L’esordio internazionale di Tarkovskij tra premi e polemiche
Quando la Mosfil’m nel 1961, sottrasse al giovane Abalov la regia del racconto di Bogolomov, dal quale sarebbe poi stato tratto l’infanzia di Ivan, affidandolo al giovane Andrej Tarkovskij, nessuno avrebbe immaginato che ciò portasse al riconoscimento internazionale di un genio nascente, di un giovane che stava già cambiando la storia del cinema, proponendo un’arte nuova, malinconica, ermetica, riflessiva, intimista.
L’infanzia di Ivan, che riscuoterà un’enorme successo, vincendo il Leone d’oro al miglior film al Festival di Venezia, scatenò un’ondata internazionale di polemiche tra i critici comunisti e della sinistra mondiale: per la prima volta infatti, un regista sovietico presentava la visione di un’artista come indipendente dai bisogni del collettivo. Era solo l’inizio dei tanti problemi con il regime sovietico che Tarkovskij dovette affrontare per tutta la vita, provocandogli molte sofferenze e momenti improvvisi di nostalghia.
L’infanzia di Ivan, la trama
È la seconda guerra mondiale. Sul fronte orientale lungo il fiume Dnepr il dodicenne Ivan, un ragazzino che ha perso la famiglia per mano tedesca, dopo essersi unito ai partigiani, si unisce poi all’esercito sovietico per combattere gli invasori tedeschi. Egli infatti, prova un odio profondo per i tedeschi perché gli hanno brutalmente ucciso la madre, della quale il ragazzino ne ha un costante ricordo. Il colonnello Grjaznov e il capitano Kholin si prendono cura di Ivan. I due, conoscendo l’animo di Ivan e consci delle sue grandi abilità nel muoversi inosservato oltre le linee nemiche per raccogliere informazioni utili all’Armata Rossa, lo rendono partecipe alla guerra utilizzandolo come informatore. Il colonnello Grjaznov, però, vorrebbe allontanare il ragazzo dal fronte e mandarlo alla scuola militare per poterlo proteggere, ma Ivan è deciso a rimanere in prima linea, convinto che solo i vigliacchi e gli invalidi non partecipino alla guerra.
La guerra attraverso gli occhi di un ragazzino esule dall’infanzia
L’infanzia di Ivan non è solo il titolo del film, ma l’infanzia è ciò che Ivan ha realmente perduto.

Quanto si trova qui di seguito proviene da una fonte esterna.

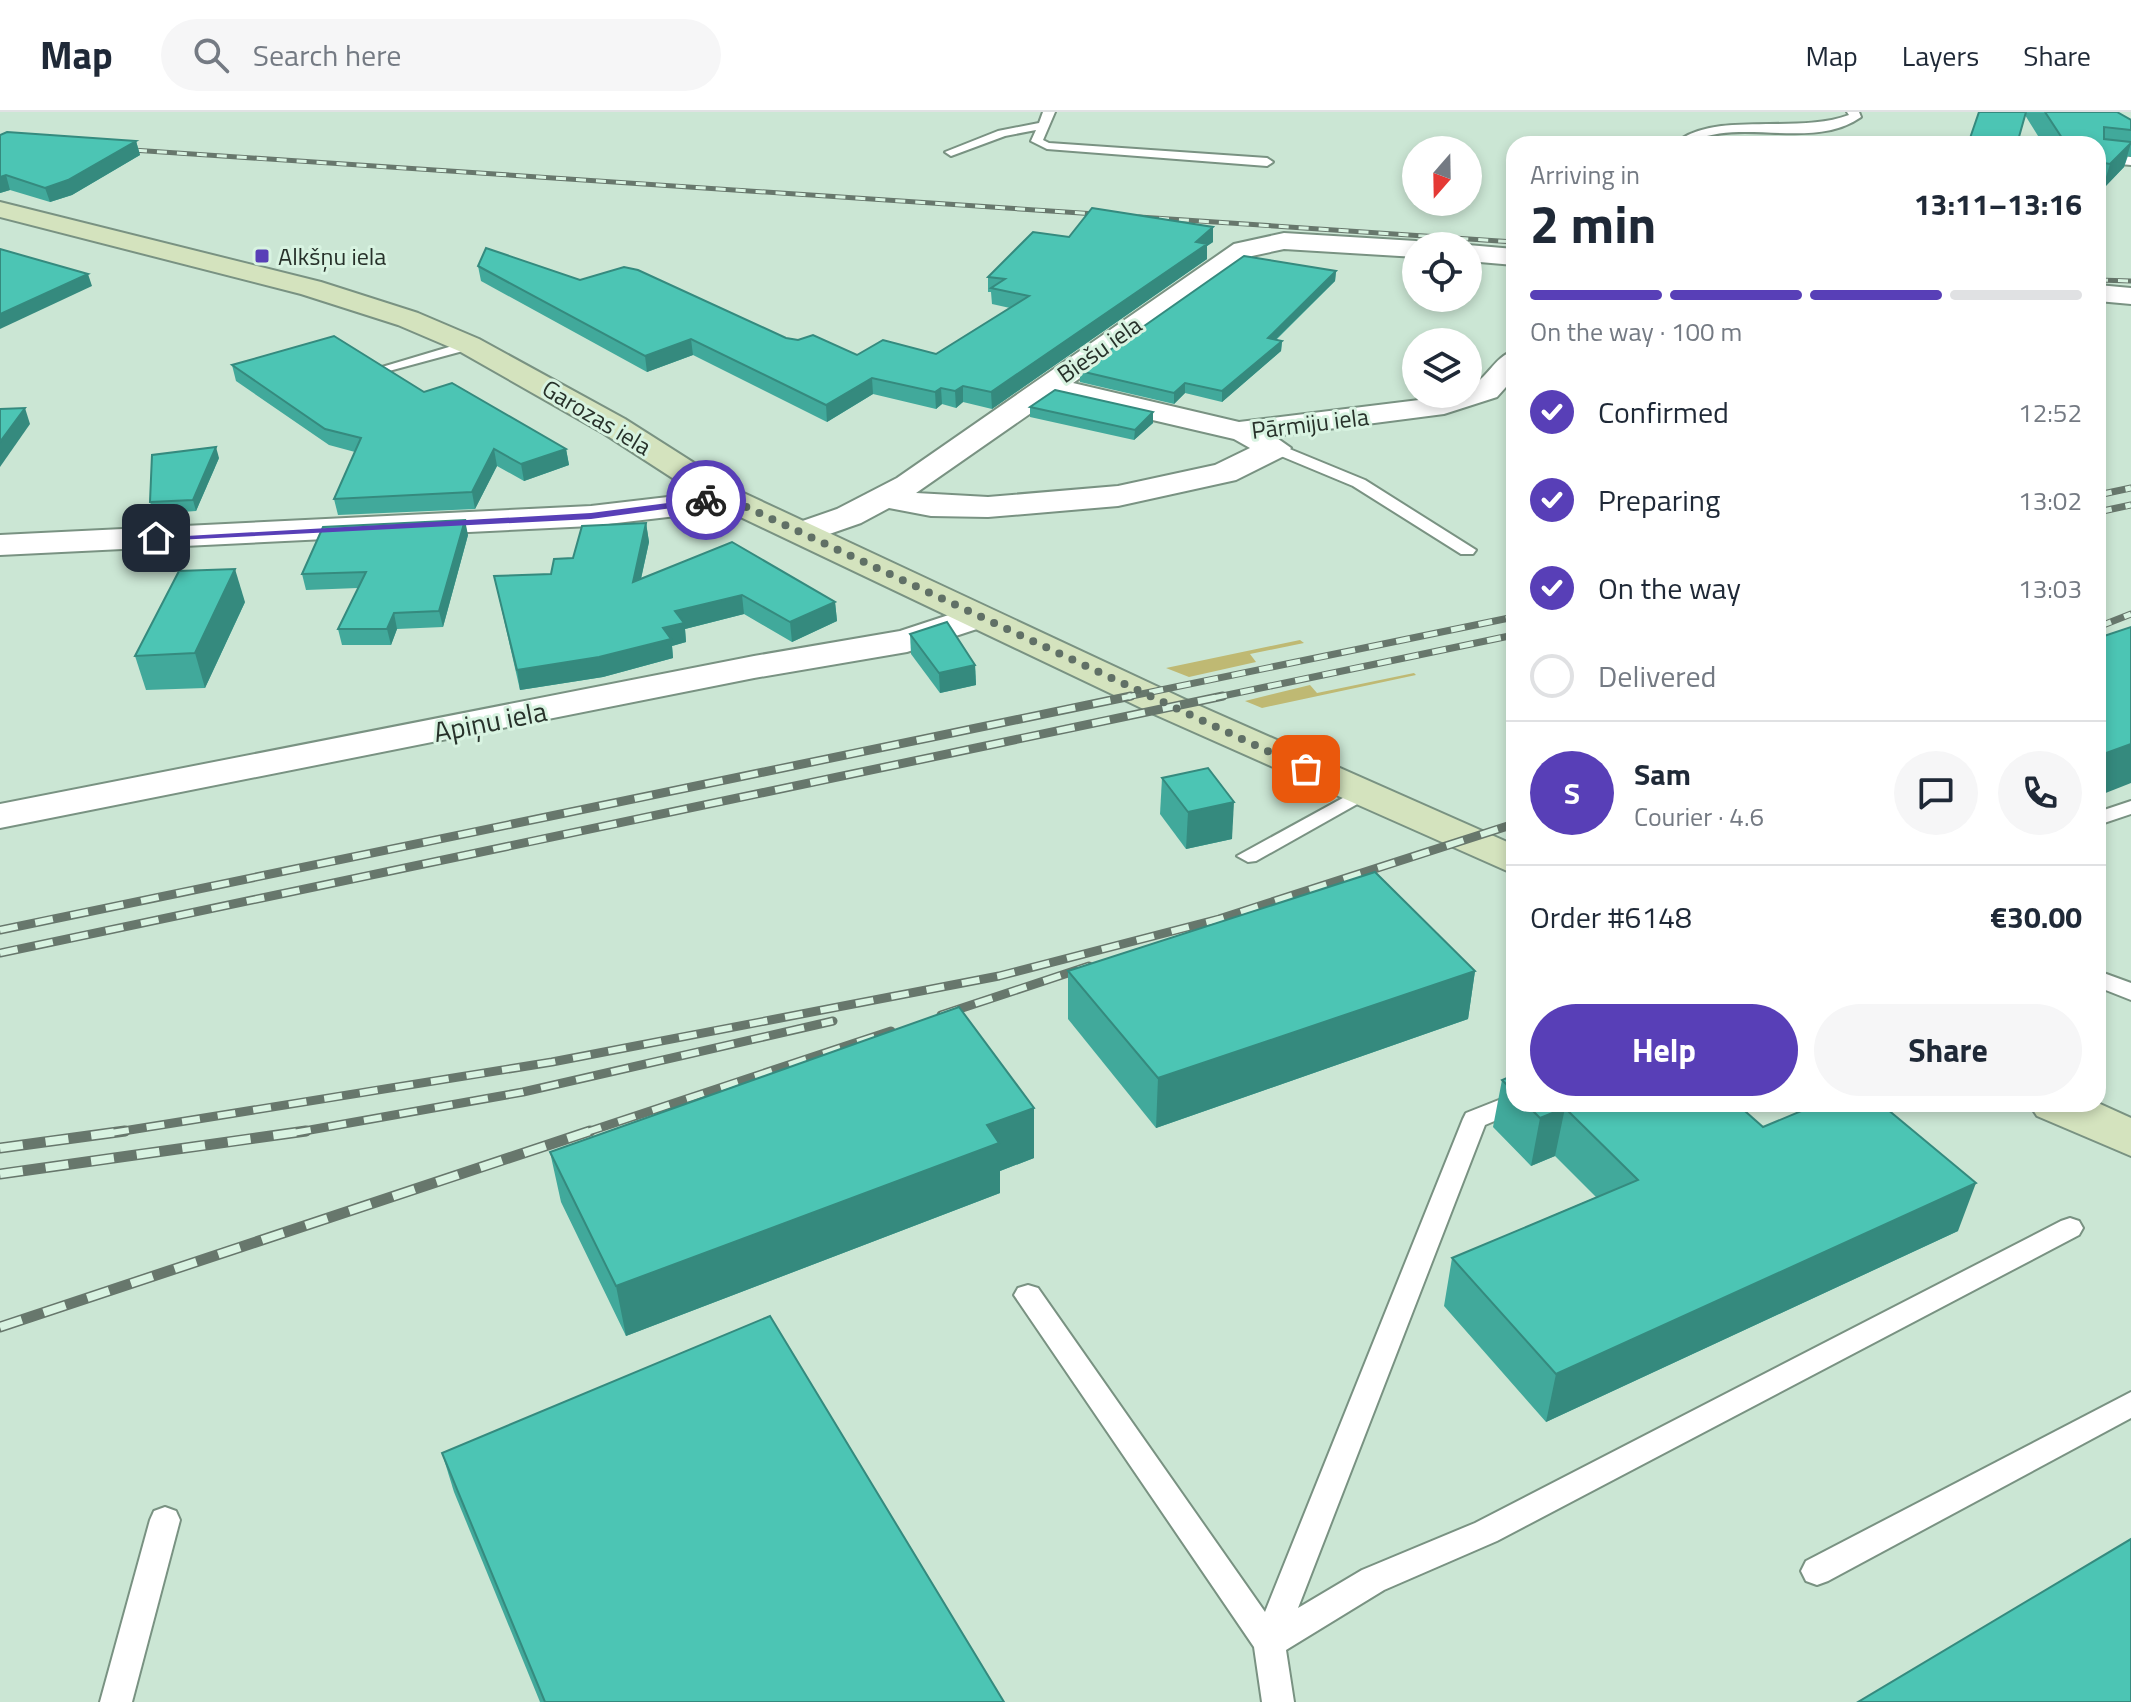 <!DOCTYPE html>
<meta charset="utf-8">
<style>
body{margin:0;font-family:"Titillium Web",sans-serif;background:#f6f6f7;color:#1f2937;height:100vh;display:flex;flex-direction:column;font-size:30px;white-space:nowrap}
*{box-sizing:border-box;margin:0}
p{font-size:26px;color:#747a83}
.icon{flex:none;width:44px;height:44px;fill:none;stroke:currentColor;stroke-width:2;stroke-linecap:round;stroke-linejoin:round}
.map{position:relative;flex:1;overflow:hidden}
.sheet{position:absolute;left:1506px;top:24px;width:600px;height:976px;display:flex;flex-direction:column;background:#fff;border-radius:24px;box-shadow:0 4px 12px #0003}
.sheet>*{flex:none}
.needle{width:52px;rotate:200deg}
.tools{position:absolute;left:1402px;top:24px;display:grid;gap:16px}
.tools a{display:grid;place-items:center;width:80px;height:80px;border-radius:50%;background:#fff;box-shadow:0 4px 12px #0003;font-size:40px}
.pin{position:absolute;display:grid;place-items:center;width:68px;height:68px;color:#fff;margin:-34px;border-radius:16px;box-shadow:0 4px 12px #0006}
.courier{position:absolute;display:grid;place-items:center;width:80px;height:80px;margin:-40px;border:6px solid #583fb7;border-radius:50%;background:#fff;color:#222;box-shadow:0 2px 10px #0007}
.head em{font-style:normal;font-weight:700}
.head div{display:flex;flex-direction:column-reverse}
.head{display:flex;align-items:center;justify-content:space-between;height:136px;padding:0 24px}
h1{font-size:52px;font-weight:700;line-height:60px}
.bar{display:grid;grid-template-columns:repeat(4,1fr);gap:12px 8px;align-content:center;height:96px;padding:0 24px}
.bar i{height:10px;border-radius:6px;background:#e0e1e3}
.bar .on{background:#583fb7}
.bar p{grid-column:span 4}
.line{display:flex;align-items:center;gap:20px;padding:0 24px;border-top:2px solid #e0e1e3}
.line div{flex:1}
.round{display:grid;place-items:center;flex:none;width:84px;height:84px;border-radius:42px;background:#f6f6f7}
ol{padding:0 24px;list-style:none}
li{display:flex;align-items:center;gap:24px;height:88px}
li p{margin-inline-start:auto}
li .icon{padding:8px;border-radius:50%;background:#583fb7;color:#fff;stroke-width:4}
li:last-child{color:#747a83}
li i{width:44px;height:44px;border:4px solid #e0e1e3;border-radius:50%}
.primary-button{display:flex;gap:16px;margin-top:auto;padding:16px 24px}
.primary-button a{flex:1;height:92px;border-radius:48px;background:#583fb7;color:#fff;font-size:32px;font-weight:700;line-height:92px;text-align:center}
.primary-button a+a{background:#f6f6f7;color:#1f2937}
header{display:flex;align-items:center;gap:48px;box-sizing:border-box;height:112px;padding:0 40px;background:#fff;border-bottom:2px solid #e0e1e3}
header strong{font-size:38px}
nav{display:flex;gap:44px;margin-inline-start:auto;font-size:28px}
.search{width:560px;height:72px;background:#f6f6f7;display:flex;align-items:center;gap:20px;box-sizing:border-box;padding:0 28px;border-radius:44px;color:#747a83;font-size:30px}
.map>svg:first-child{display:block}
</style>
<header>
<strong>Map</strong>
<div class="search"><svg class="icon" aria-label="search" viewBox="0 0 24 24"><circle cx="10" cy="10" r="6"/><path d="M15 15l6 6"/></svg>Search here</div>
<nav><a>Map</a><a>Layers</a><a>Share</a></nav>
</header>
<div class="map">
<svg width="2131" height="1590" viewBox="0 0 2131 1590">
<rect width="100%" height="100%" fill="#cbe6d4"/>
<!-- green -->
<g fill="#bfb973">
<path d="M1300,528L1304,531L1250,542L1256,550L1189,565L1166,556Z"/>
<path d="M1414,561L1416,563L1262,596L1245,589L1310,573L1317,581Z"/>
</g>
<g fill="none" stroke-linecap="round" stroke-linejoin="round">
<defs>
<g id="service">
<path d="M1043,0H1055L1043,28L1049,31L1267,46L1273,50L1267,54L1047,37L1031,29L1036,18L1005,24L951,44L945,40L998,19L1039,11Z"/>
<path d="M1847,0H1859L1861,5C1815,38 1745,7 1695,28L1698,32H1685L1681,27C1722,0 1799,22 1849,3Z"/>
<path d="M2098,42L2131,45V53L2098,50Z"/>
<path d="M469,229L476,233L474,236L389,259L382,255Z"/>
<path d="M1275,331L1365,368L1476,438L1473,442H1461L1353,374L1269,339L1267,336Z"/>
<path d="M1361,676L1368,678L1371,682L1368,686L1256,749L1248,750L1237,744Z"/>
<path d="M2131,689V702L2098,713V700Z"/>
<path d="M2098,859L2131,871V888L2098,875Z"/>
<path d="M1514,982V992H1526L1523,997L1485,1013L1298,1496L1362,1458L1475,1411L2061,1109L2070,1106L2079,1109L2083,1116L2079,1123L1497,1429L1384,1478L1286,1538L1294,1590H1262L1254,1535L1014,1183L1018,1176L1028,1173L1038,1176L1265,1500L1463,1007L1466,1001Z"/>
<path d="M2131,1280V1306L1828,1469L1817,1473L1806,1469L1801,1459L1806,1449Z"/>
<path d="M165,1395L176,1399L180,1408L132,1590H100L150,1408L154,1399Z"/>
</g>
<g id="minor">
<path d="M1284,121L1416,129L1427,134H1416V145L1284,137L1252,144L1073,271L1239,310L1468,282V275C1487,269 1494,244 1514,239V266L1497,285L1444,302L1274,324L1291,336L1286,343L1236,368L1118,394L988,405L931,404L889,396L861,411L815,427L803,430L791,427L786,420L791,413L837,397L897,366L1234,132ZM1054,285L1234,327L1250,336L1215,353L1118,374L988,385L916,381Z"/>
<path d="M1468,133L1514,137V153L1468,149V134H1465Z"/>
<path d="M2098,173L2131,176V192L2098,189Z"/>
<path d="M723,374L735,377L739,384L735,391L685,403L591,414L0,443V423L591,394L685,383Z"/>
<path d="M976,494L989,497L994,505L989,513L907,540L754,566L0,716V692L754,544L900,519Z"/>
</g>
<g id="secondary">
<path d="M0,90L321,170L418,201L479,227L625,307L735,377L1184,587L1514,733V762L1156,603L711,391L603,321L459,239L398,213L301,182L0,105Z"/>
<path d="M2098,991L2131,1006V1044L2037,1004L2029,992Z"/>
</g>
</defs>
<!-- service casing -->
<use href="#service" stroke="#799282" stroke-width="4"/>
<!-- minor casing -->
<use href="#minor" stroke="#799282" stroke-width="4"/>
<!-- secondary casing -->
<use href="#secondary" stroke="#799282" stroke-width="4"/>
<!-- service -->
<use href="#service" fill="#fff" fill-rule="evenodd"/>
<!-- minor -->
<use href="#minor" fill="#fff" fill-rule="evenodd"/>
<!-- secondary -->
<use href="#secondary" fill="#d4e3be" fill-rule="evenodd"/>
<defs>
<g id="rail-far3">
<path d="M117,37L1111,103"/>
<path d="M1139,105L1514,130"/>
<path d="M2098,168L2131,169"/>
</g>
<g id="rail-far2">
<path d="M2098,383L2131,376"/>
<path d="M2098,400L2131,393"/>
<path d="M2098,515L2131,502"/>
<path d="M1122,586L1514,505"/>
<path d="M1213,586L1514,523"/>
</g>
<g id="rail-far1">
<path d="M0,818L1131,584"/>
<path d="M0,841L1223,584"/>
<path d="M941,903L1089,854"/>
<path d="M111,1021L552,950L999,864L1219,807L1514,712"/>
<path d="M293,1021L523,980L833,909"/>
<path d="M584,1021L891,919"/>
</g>
<g id="rail">
<path d="M0,1036L125,1019"/>
<path d="M0,1062L306,1019"/>
<path d="M0,1215L590,1019"/>
</g>
</defs>
<!-- rail-far3 casing -->
<use href="#rail-far3" stroke="#67776c" stroke-width="5"/>
<!-- rail-far2 casing -->
<use href="#rail-far2" stroke="#67776c" stroke-width="7"/>
<!-- rail-far1 casing -->
<use href="#rail-far1" stroke="#67776c" stroke-width="9"/>
<!-- rail casing -->
<use href="#rail" stroke="#67776c" stroke-width="11"/>
<!-- rail-far3 -->
<use href="#rail-far3" stroke="#d8f3e1" stroke-width="3" stroke-dasharray="10" stroke-linecap="butt"/>
<!-- rail-far2 -->
<use href="#rail-far2" stroke="#d8f3e1" stroke-width="5" stroke-dasharray="14" stroke-linecap="butt"/>
<!-- rail-far1 -->
<use href="#rail-far1" stroke="#d8f3e1" stroke-width="6" stroke-dasharray="18" stroke-linecap="butt"/>
<!-- rail -->
<use href="#rail" stroke="#d8f3e1" stroke-width="8" stroke-dasharray="23" stroke-linecap="butt"/>
</g>
<!-- wall -->
<g fill="#41a99b">
<path d="M1979,0H2117L2131,8V45L2128,44L2124,55L2102,78L2098,77V32H2043L2025,3Z"/>
<path d="M0,23L136,29L140,43L72,83L50,90L10,78L0,81Z"/>
<path d="M1069,125L1213,130L1207,134V147L992,297L963,290L956,296L942,292L936,297L873,282L827,310L693,243L647,260L481,169L478,154L580,168L786,226L857,243L936,242L1010,196L992,192L991,180H988V165Z"/>
<path d="M1336,159L1335,169L1276,228L1282,229L1281,239L1222,290L1185,281L1174,292L1080,270V259Z"/>
<path d="M232,253L424,280L566,337L569,353L524,369L497,354L475,397L338,403L334,387L355,340L329,333L236,269Z"/>
<path d="M1030,295L1153,300V311L1134,328L1030,305Z"/>
<path d="M219,346L196,399L154,402L150,390Z"/>
<path d="M646,411L649,430L641,467L835,490L837,509L792,530L744,502L685,517L686,530L672,534L673,546L603,565L520,578L494,464L551,462Z"/>
<path d="M468,423L443,515L397,517L391,533H342L338,517L358,476L306,478L302,462Z"/>
<path d="M245,490L205,576L146,578L135,544Z"/>
<path d="M910,522L975,553L976,573L940,581L911,542Z"/>
<path d="M1162,666L1232,727L1186,737L1160,702Z"/>
<path d="M1068,859H1475L1468,907L1156,1016L1068,907Z"/>
<path d="M1514,963V992H1737L1763,1015L1958,1119L1546,1310L1444,1194L1452,1146L1596,1085L1555,1044L1531,1054L1493,1015L1502,968Z"/>
<path d="M550,1040L1034,1046L1000,1059V1081L626,1224L561,1090Z"/>
<path d="M442,1341L1004,1590H540L454,1380Z"/>
</g>
<!-- shaded-wall -->
<g fill="#358a7e">
<path d="M136,29L140,43L72,83L50,90L45,76Z"/>
<path d="M2131,31L2124,55L2102,78L2110,52Z"/>
<path d="M6,63L10,78L0,81V65Z"/>
<path d="M1213,115V130L1207,134V147L992,297L991,280L1196,130Z"/>
<path d="M1336,159L1335,169L1267,236L1268,226Z"/>
<path d="M88,162L92,174L0,217V202Z"/>
<path d="M691,227L693,243L647,260L645,244Z"/>
<path d="M1282,229L1281,239L1222,290V279Z"/>
<path d="M872,266L873,282L827,310L826,293Z"/>
<path d="M1185,271V281L1174,292V281Z"/>
<path d="M963,274V290L956,296L955,279Z"/>
<path d="M941,276L942,292L936,297L935,280Z"/>
<path d="M25,296L30,312L0,355V330Z"/>
<path d="M1153,300V311L1134,328L1135,318Z"/>
<path d="M216,335L219,346L196,399L193,388Z"/>
<path d="M494,337L497,354L475,397L472,380Z"/>
<path d="M566,337L569,353L524,369L521,352Z"/>
<path d="M465,408L468,423L443,515L439,499Z"/>
<path d="M646,411L649,430L636,489L633,470Z"/>
<path d="M235,457L245,490L205,576L195,541Z"/>
<path d="M742,483L744,502L685,517L686,530L672,534L673,546L603,565L520,578L517,558L663,516L675,499Z"/>
<path d="M835,490L837,509L792,530L790,510Z"/>
<path d="M394,501L397,517L391,533L387,517Z"/>
<path d="M975,553L976,573L940,581L939,561Z"/>
<path d="M2131,632V671L2098,684V644Z"/>
<path d="M1234,690L1232,727L1186,737L1188,700Z"/>
<path d="M1475,859L1468,907L1156,1016L1158,966Z"/>
<path d="M1034,996V1046L1000,1059V1081L626,1224L616,1174L987,1013Z"/>
<path d="M1565,996L1555,1044L1531,1054L1540,1006Z"/>
<path d="M1976,1071L1958,1119L1546,1310L1556,1262Z"/>
</g>
<!-- building -->
<g fill="#4cc5b4" stroke="#358a7e" stroke-width="2">
<path d="M1979,0H2026L2017,32H1968Z"/>
<path d="M2045,0H2117L2131,8V18L2104,15V27L2131,30V31L2110,52L2098,50V32H2066Z"/>
<path d="M7,20L136,29L68,68L45,76L6,63L0,65V23Z"/>
<path d="M1092,96L1213,115L1196,130L1207,132L991,280L963,274L955,279L941,276L935,280L872,266L826,293L691,227L645,244L478,154L486,136L580,168L624,155L638,158L786,226L798,228L813,223L857,243L883,228L936,242L1029,184L991,176L1005,167L988,165L1033,120L1069,125Z"/>
<path d="M0,137L88,162L0,202Z"/>
<path d="M1244,144L1336,159L1268,226L1282,229L1222,279L1185,271L1174,281L1080,259Z"/>
<path d="M334,224L424,280L452,271L566,337L521,352L494,337L472,380L334,387L361,326L325,317L232,253Z"/>
<path d="M1055,278L1153,300L1135,318L1030,295Z"/>
<path d="M25,296L0,330V297Z"/>
<path d="M216,335L193,388L150,390L152,343Z"/>
<path d="M465,408L439,499L394,501L387,517H338L366,460L302,462L323,415Z"/>
<path d="M646,411L633,470L732,430L835,490L790,510L742,483L675,499L684,511L663,516L671,527L599,545L517,558L494,464L551,462L554,447L573,446L582,414Z"/>
<path d="M235,457L195,541L135,544L179,459Z"/>
<path d="M947,510L975,553L939,561L910,522Z"/>
<path d="M2131,515V632L2098,644V526Z"/>
<path d="M1208,656L1234,690L1188,700L1162,666Z"/>
<path d="M1375,760L1475,859L1158,966L1068,859Z"/>
<path d="M959,895L1034,996L987,1013L999,1031L616,1174L550,1040Z"/>
<path d="M1514,963V980L1502,968Z"/>
<path d="M1526,992H1737L1763,1015L1818,992H1881L1976,1071L1556,1262L1452,1146L1638,1068L1565,996L1540,1006Z"/>
<path d="M770,1204L1004,1590H545L442,1341Z"/>
<path d="M2131,1427V1590H1858Z"/>
</g>
<!-- route -->
<path fill="#583fb7" d="M706,386L709,391L591,407L156,429L151,426L591,401Z"/>
<g fill="none" stroke-linecap="round" stroke-linejoin="round">
<!-- done -->
<path stroke="#607066" stroke-width="8" stroke-dasharray="0 14.4" d="M706,388L723,384L1306,657"/>
</g>
<!-- markers -->
<rect fill="#583fb7" stroke="#d8f3e1" stroke-width="3" x="254" y="136" width="16" height="16" rx="4"/>
<g text-anchor="middle" dominant-baseline="central" stroke-width="6" stroke-linejoin="round" paint-order="stroke">
<!-- far-poi labels -->
<g font-size="24" fill="#27312a" stroke="#d8f3e1" text-anchor="start">
<text x="278" y="144">Alkšņu iela</text>
</g>
<!-- far-street labels -->
<g font-size="24" fill="#27312a" stroke="#d8f3e1">
<text transform="translate(1099 237) rotate(-35)">Biešu iela</text>
<text transform="translate(597 305) rotate(31)">Garozas iela</text>
<text transform="translate(1310 311) rotate(-7)">Pārmiju iela</text>
</g>
<!-- street labels -->
<g font-size="28" fill="#27312a" stroke="#d8f3e1">
<text transform="translate(490 609) rotate(-11)">Apiņu iela</text>
</g>
</g>
</svg>
<div class="tools">
<a><svg class="needle" viewBox="-14 -14 28 28"><path d="M0-13l5 13h-10z" fill="#e53935"/><path d="M0 13l5-13h-10z" fill="#747a83"/></svg></a>
<a><svg class="icon" aria-label="locate" viewBox="0 0 24 24"><circle cx="12" cy="12" r="6"/><path d="M12 2v4M12 18v4M2 12h4M18 12h4"/></svg></a>
<a><svg class="icon" aria-label="layers" viewBox="0 0 24 24"><path d="M12 4l9 5-9 5-9-5zM3 14l9 5 9-5"/></svg></a>
</div>
<div class="pin" style="left:1306px;top:657px;background:#ea580c"><svg class="icon" aria-label="bag" viewBox="0 0 24 24"><path d="M5 8h14l-1 12H6zM9 8a3 3 0 0 1 6 0"/></svg></div>
<div class="pin" style="left:156px;top:426px;background:#1f2937"><svg class="icon" aria-label="home" viewBox="0 0 24 24"><path d="M3 11l9-7 9 7M6 9v11h12V9"/></svg></div>
<div class="courier" style="left:706px;top:388px"><svg class="icon" aria-label="bike" viewBox="0 0 24 24"><circle cx="6" cy="16" r="4"/><circle cx="18" cy="16" r="4"/><path d="M6 16l4-8h5l3 8M10 8l3 8H6M13 5h3"/></svg></div>
<section class="sheet">
<div class="head"><div><h1>2 min</h1><p>Arriving in</p></div><em>13:11–13:16</em></div>
<div class="bar"><i class="on"></i><i class="on"></i><i class="on"></i><i></i><p>On the way · 100 m</p></div>
<ol>
<li><svg class="icon" aria-label="check" viewBox="0 0 24 24"><path d="M5 12l5 5 9-10"/></svg>Confirmed<p>12:52</p></li>
<li><svg class="icon" aria-label="check" viewBox="0 0 24 24"><path d="M5 12l5 5 9-10"/></svg>Preparing<p>13:02</p></li>
<li><svg class="icon" aria-label="check" viewBox="0 0 24 24"><path d="M5 12l5 5 9-10"/></svg>On the way<p>13:03</p></li>
<li><i></i>Delivered</li>
</ol>
<div class="line" style="height:144px"><b class="round" style="background:#583fb7;color:#fff">S</b><div><b>Sam</b><p>Courier · 4.6</p></div><a class="round"><svg class="icon" aria-label="chat" viewBox="0 0 24 24"><path d="M4 5h16v11H9l-5 4z"/></svg></a><a class="round"><svg class="icon" aria-label="phone" viewBox="0 0 24 24"><path d="M5 4h4l2 5-3 2q2 4 5 5l2-3 5 2v4C11 20 4 13 5 4z"/></svg></a></div>
<div class="line" style="height:104px"><div>Order #6148</div><b>€30.00</b></div>
<div class="primary-button"><a>Help</a><a>Share</a></div>
</section>
</div>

Un’infanzia portata via dalla guerra, che ha portato alla morte della mamma del giovane e l’ha allontanato dai suoi luoghi natii, ma all’infanzia si è sostituita la guerra e il sentimento che anima coloro che sono chiamati a partecipare allo spettacolo dell’umanità duellante.
Ma all’infanzia non si può rinunciare, essa è una fase della vita di ogni uomo e se la cruda violenza della realtà può oscurarla, lo stesso non può avvenire lontano dalla realtà, dove Ivan continua a viverla attraverso sogni, flashback e momenti di fantasticheria, ricordando scene di vita con la mamma accadute o che sarebbero potute accadere e immaginando e ancora sognando giochi felici con altri bambini.
Ivan dunque, di fronte all’orrore della storia, ritrova la propria individualità, ciò che lo contraddistingue in quanto uomo in una determinata fase della vita. Da parte sua Tarkvoskij, per rendere al meglio lo smarrimento interiore del giovane Ivan, si serve di una serie di abili movimenti di camera con cambi di angolature e soggettive.
L’infanzia di Ivan è quindi un’opera asciutta, semplice, o comunque meno ermetica rispetto ai successivi lavori del regista sovietico. È profonda, onirica, poetica, ma può essere anche considerata un manifesto antimilitarista, essa infatti, nell’alternarsi di scene di riflessione e analisi psicologica, non rinuncia al crudo realismo della guerra e alle sue conseguenze tragiche.
Un film da vedere assolutamente, che per i suoi modi di esprimere certi messaggi e contenuti, può essere considerato accessibile a tutti. Un’opera che ci permette di capire un po’ di quell’immenso seppur piccolo universo interpretativo che è il cinema di Andrej Arsen’evic Tarkvoskij.